What I find so astonishing about these questions -- in addition to how presumptuous they all are, is the inherent assumption that the questions only have one possible answer, and that they imply guilt in and of themselves. After all, the Frosts are "middle class." That's what all the blather about "choices" comes down to. This family has plenty of money. They just made "bad choices," and now they have to pay the consequences. Setting aside the fact that the unaffordability of private health insurance (and the inadequacy and insecurity of employer-provided health insurance) affects millions of middle-class and working-class Americans -- a trend that is growing -- there is another insidious message here.

Digby is on to it:
As far as "choices" are concerned.
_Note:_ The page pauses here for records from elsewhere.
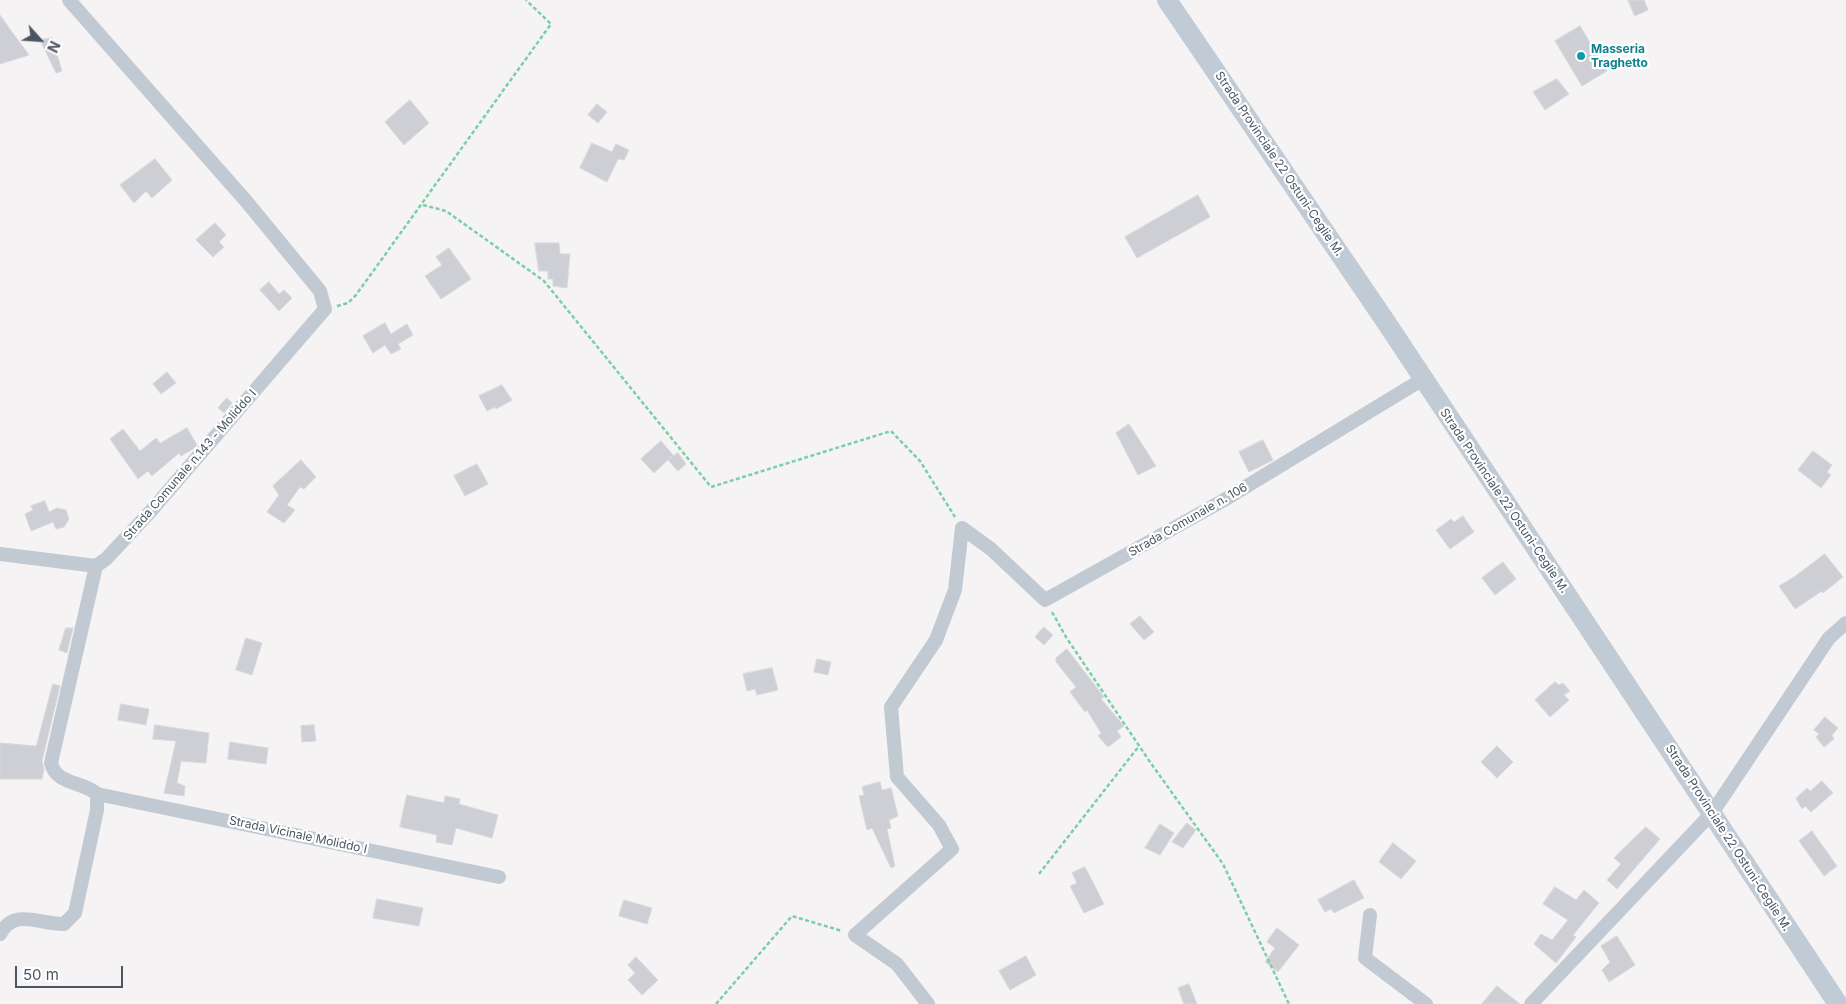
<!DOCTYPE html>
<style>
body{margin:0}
#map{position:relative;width:1846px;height:1004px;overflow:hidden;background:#f5f3f3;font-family:Inter,sans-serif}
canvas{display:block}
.north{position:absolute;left:15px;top:15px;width:50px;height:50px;-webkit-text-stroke:4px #fff;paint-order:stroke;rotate:116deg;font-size:14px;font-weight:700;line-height:20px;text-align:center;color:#4a5661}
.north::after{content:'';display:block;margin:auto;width:18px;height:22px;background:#4a5661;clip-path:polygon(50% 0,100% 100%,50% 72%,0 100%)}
.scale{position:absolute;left:15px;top:966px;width:108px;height:22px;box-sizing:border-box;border:2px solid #4a5661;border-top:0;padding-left:6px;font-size:15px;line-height:18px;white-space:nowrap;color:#4a5661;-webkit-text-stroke:4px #fff;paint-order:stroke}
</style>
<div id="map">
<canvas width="1846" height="1004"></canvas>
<div class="north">N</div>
<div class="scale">50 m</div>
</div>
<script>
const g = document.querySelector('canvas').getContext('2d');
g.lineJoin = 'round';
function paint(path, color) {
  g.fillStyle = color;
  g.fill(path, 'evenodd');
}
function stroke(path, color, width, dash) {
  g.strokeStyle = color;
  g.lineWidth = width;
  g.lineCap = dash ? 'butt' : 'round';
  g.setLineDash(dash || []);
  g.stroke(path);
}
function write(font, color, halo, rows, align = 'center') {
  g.font = font + ' Inter,sans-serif';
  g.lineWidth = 4.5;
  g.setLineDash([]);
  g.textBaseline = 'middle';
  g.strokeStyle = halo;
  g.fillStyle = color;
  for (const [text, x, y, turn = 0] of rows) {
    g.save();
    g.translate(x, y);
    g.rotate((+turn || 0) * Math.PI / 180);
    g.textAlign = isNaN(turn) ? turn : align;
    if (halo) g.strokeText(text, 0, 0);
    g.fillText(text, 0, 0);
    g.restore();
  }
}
const building = new Path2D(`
 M1628 0H1644L1648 10 1635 16Z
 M0 15 12 32 29 55 0 64Z
 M1580 26 1607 71 1582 86 1555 41Z
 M52 38 62 71 56 73 40 40Z
 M1557 79 1569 94 1545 110 1533 92Z
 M410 100 429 123 404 145 385 122Z
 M597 104 607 112 598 123 588 115Z
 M592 143 612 152 616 144 629 150 624 160 618 159 607 182 580 168Z
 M155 159 172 180 152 198 146 191 134 203 120 185Z
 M1198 195 1210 217 1137 258 1125 237Z
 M215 223 226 235 219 242 224 247 213 257 196 240Z
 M535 243H559L560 254H570L567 288 553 286V279H548V271H539Z
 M449 248 471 279 441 299 425 276 442 265 436 257Z
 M269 282 279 294 284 290 292 298 279 311 260 290Z
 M385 323 391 334 407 324 413 335 398 344 401 349 391 354 385 345 373 353 363 336Z
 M167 372 176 383 161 394 153 384Z
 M502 385 512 400 496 409 495 407 487 411 479 396Z
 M227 398 232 403 224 413 218 408Z
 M1129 424 1156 466 1138 475 1116 433Z
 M187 428 197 445 193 449 181 456 179 453 152 476 148 471 138 479 110 439 123 429 140 451 156 438 160 443Z
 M1263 440 1273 460 1249 472 1239 452Z
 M661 441 673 455 654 473 641 459Z
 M1813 451 1832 465 1827 472 1831 475 1821 488 1798 470Z
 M678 453 686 464 678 471 668 460Z
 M301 460 316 477 304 489 300 487 287 505 295 510 284 523 267 512 279 495 273 486Z
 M477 464 488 484 465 496 454 476Z
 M45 501 49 512 57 508 66 510 69 519 64 527 56 529 53 522 31 531 25 514 33 510 31 506Z
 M1463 516 1474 532 1450 549 1436 530 1451 519 1454 522Z
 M1825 554 1843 577 1823 593 1822 591 1795 609 1779 586 1794 577Z
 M1503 562 1516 579 1495 595 1482 578Z
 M1140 616 1154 632 1144 640 1130 624Z
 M1044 627 1053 635 1044 645 1035 637Z
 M66 628H73L67 653 59 650Z
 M246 638 262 643 252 675 236 670Z
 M1067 649 1104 697 1101 699 1124 726 1117 731 1121 737 1108 747 1098 736 1101 733 1087 710 1085 712 1070 692 1076 687 1056 662V658Z
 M817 659 831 662 828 675 814 672Z
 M772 668 778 690 757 695 755 689 747 691 743 674Z
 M1555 682 1559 685 1563 683 1570 691 1564 695 1569 700 1550 717 1535 700Z
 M53 684 60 686 42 761 44 769 42 779H0V743L36 746Z
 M121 704 149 709 146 725 118 720Z
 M1825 717 1838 728 1832 735 1834 739 1824 747 1816 737 1819 734 1814 730Z
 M155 725 209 733 206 763 179 761H181L177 783 185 786 184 796 164 793 176 741 153 739Z
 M314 725 316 741 302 742 301 726Z
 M230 742 268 748 266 764 228 759Z
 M1497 746 1513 762 1497 778 1481 762Z
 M1822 781 1833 793 1811 812 1805 806 1802 809 1796 798 1807 788 1810 791Z
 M880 782 882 790 891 788 898 816 889 820 891 828 887 829 895 866 891 868 872 828 867 830 859 796 864 795 862 787Z
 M407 795 444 803 445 796 460 799 459 804 498 815 492 838 456 828 452 845 436 842 437 835 400 827Z
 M1187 823 1196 830 1183 848 1172 842Z
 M1160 824 1174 833 1160 855 1145 848Z
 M1646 827 1660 839 1617 889 1607 880 1621 864 1614 858Z
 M1812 831 1837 866 1824 876 1799 841Z
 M1393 843 1416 861 1401 879 1379 862Z
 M1085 867 1104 904 1084 913 1070 886 1077 883 1072 873Z
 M1354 880 1364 898 1334 913 1331 909 1325 912 1318 900Z
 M1555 887 1576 900 1584 890 1599 903 1573 935 1576 937 1556 963 1534 944 1541 934 1552 940 1568 920 1543 904Z
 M377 899 423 908 419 926 373 918Z
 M624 900 652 908 647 924 619 916Z
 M1277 928 1299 945 1278 972 1265 962 1275 948 1267 942Z
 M1617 936 1635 965 1609 982 1602 970 1610 962 1601 946Z
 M1026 956 1036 975 1010 990 999 971Z
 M636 957 658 980 642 995 628 980 635 973 628 965Z
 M1189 984 1197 1004H1184L1178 988Z
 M1497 986 1520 1004H1482Z`);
paint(building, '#cdcfd5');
stroke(building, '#d7d9de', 1);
stroke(new Path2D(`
 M423 205 446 211 544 281 711 487 891 431 920 461 955 517
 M337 306 348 303 356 295 551 24 526 0
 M1052 612 1066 637 1150 762 1223 864 1289 1004
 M1039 874 1139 746
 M716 1004 792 916 842 931`), '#7ad0a6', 2.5, [4, 2.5]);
stroke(new Path2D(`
 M0 554 96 566
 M97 794 499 877
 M1370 915 1365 958 1426 1004
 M0 934C15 907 40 925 64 924L75 913 97 810V794C83 781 56 785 51 763L96 566 106 559 150 512 325 309 320 291 246 201 69 0
 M928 1004 897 964 855 935 952 849 939 825 897 777 891 707 936 640 955 590 962 528 991 549 1045 600 1224 500 1423 379
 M1531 1004 1712 813 1829 638 1846 623`), '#c1cad2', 14);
stroke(new Path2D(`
 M1167 0 1386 322 1838 1004`), '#c1cbd6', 20);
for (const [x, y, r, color] of [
 [1581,56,5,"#0f9aa8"]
]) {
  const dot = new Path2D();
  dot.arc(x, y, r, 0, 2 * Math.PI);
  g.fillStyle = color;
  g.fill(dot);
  stroke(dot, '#fff', 2);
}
write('bold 12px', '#0d838f', '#fff', [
 ["Masseria",1591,49],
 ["Traghetto",1591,63]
], 'left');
write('12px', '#4a5661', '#fff', [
 ["Strada Provinciale 22 Ostuni-Ceglie M.",1279,164,56],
 ["Strada Comunale n.143 - Moliddo I",190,465,-49],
 ["Strada Provinciale 22 Ostuni-Ceglie M.",1504,501,56],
 ["Strada Comunale n. 106",1188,520,-30],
 ["Strada Vicinale Moliddo I",298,835,12],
 ["Strada Provinciale 22 Ostuni-Ceglie M.",1728,838,57]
]);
</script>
Mark Steyn patiently explained once again today that parents of four children earning 45,000 dollars a year should just work harder and sell their house to pay for health insurance:
Mr Frost works "intermittently". The unemployment rate in the Baltimore metropolitan area is four-percent. Perhaps he chooses to work "intermittently," just as he chooses to send his children to private school, and chooses to live in a 3,000-square-foot home. That's what free-born citizens in democratic societies do: choose. Sometimes those choices work out, and sometimes they don't. And, when they don't and catastrophe ensues, it's appropriate that the state should provide a safety net. But it should be a safety net of last resort, and it's far from clear that it is in this case.

Setting aside the total dishonesty of that --- surely Steyn has been informed by now that the Frost kids go to private school on scholarship and the house was bought for 55,000 in 1990 --- what has become crystal clear in this debate is one that I think needs to be discussed. The Republicans believe that people should be completely destitute, living in a one room shack and working two jobs before they "deserve" subsidized health insurance. The middle class who are one car accident or one cancer diagnosis away from losing their jobs, being unable to afford either the cadillac COBRA plans from their employers (my last one here in California was $1700.00 a month and I'm healthy) must not be allowed to keep ANY assets.They must be, as Steyn's pal wrote, "dying on the streets with sores on their bodies" before they qualify for aid.

Digby makes another crucial point, which is that for all that the wingnuts are blaming the Frosts for not having their own private or employer-provided insurance policy, even if they had been able to afford such, it would not have kept them from financial ruin:
... Those kids spent five months in the hospital. The bills came to the millions of dollars and no middle class person, no matter what good "choices" they make, can afford to pick up the 20% or so they'd have to pay under an "affordable" health care policy when something like that happens. Medical bankruptcy happens every day, although our fabulous new bankruptcy laws make it far more difficult to get a fresh start than it used to be, even if you have a special needs kid and can't work full time.

And that's a recipe for economic disaster, if nothing is done to change it. But don't expect the lunatics on the right to see that. They've got their blinders glued to their faces. As far as they are concerned, if they don't pay for it with their taxes, they don't pay. Period.

1 comment:

Rick Rottman said...

I think people should be asking questions about the Frost family. The more I hear about this case, the more questions I have. Does the father work full time or not? The mother only works part-time, correct? Can they be described as the "working poor" if they don't in fact work full time?

My wife and I pay a lot for our medical insurance. More then we should. Do the Frosts pay *anything* for their medical? Not only do we pay high premiums, we get killed with the co-pays.

My wife and I both work full-time. I would love to work only part-time and I know my wife would too. The thing is, our responsibilities wont allow us to.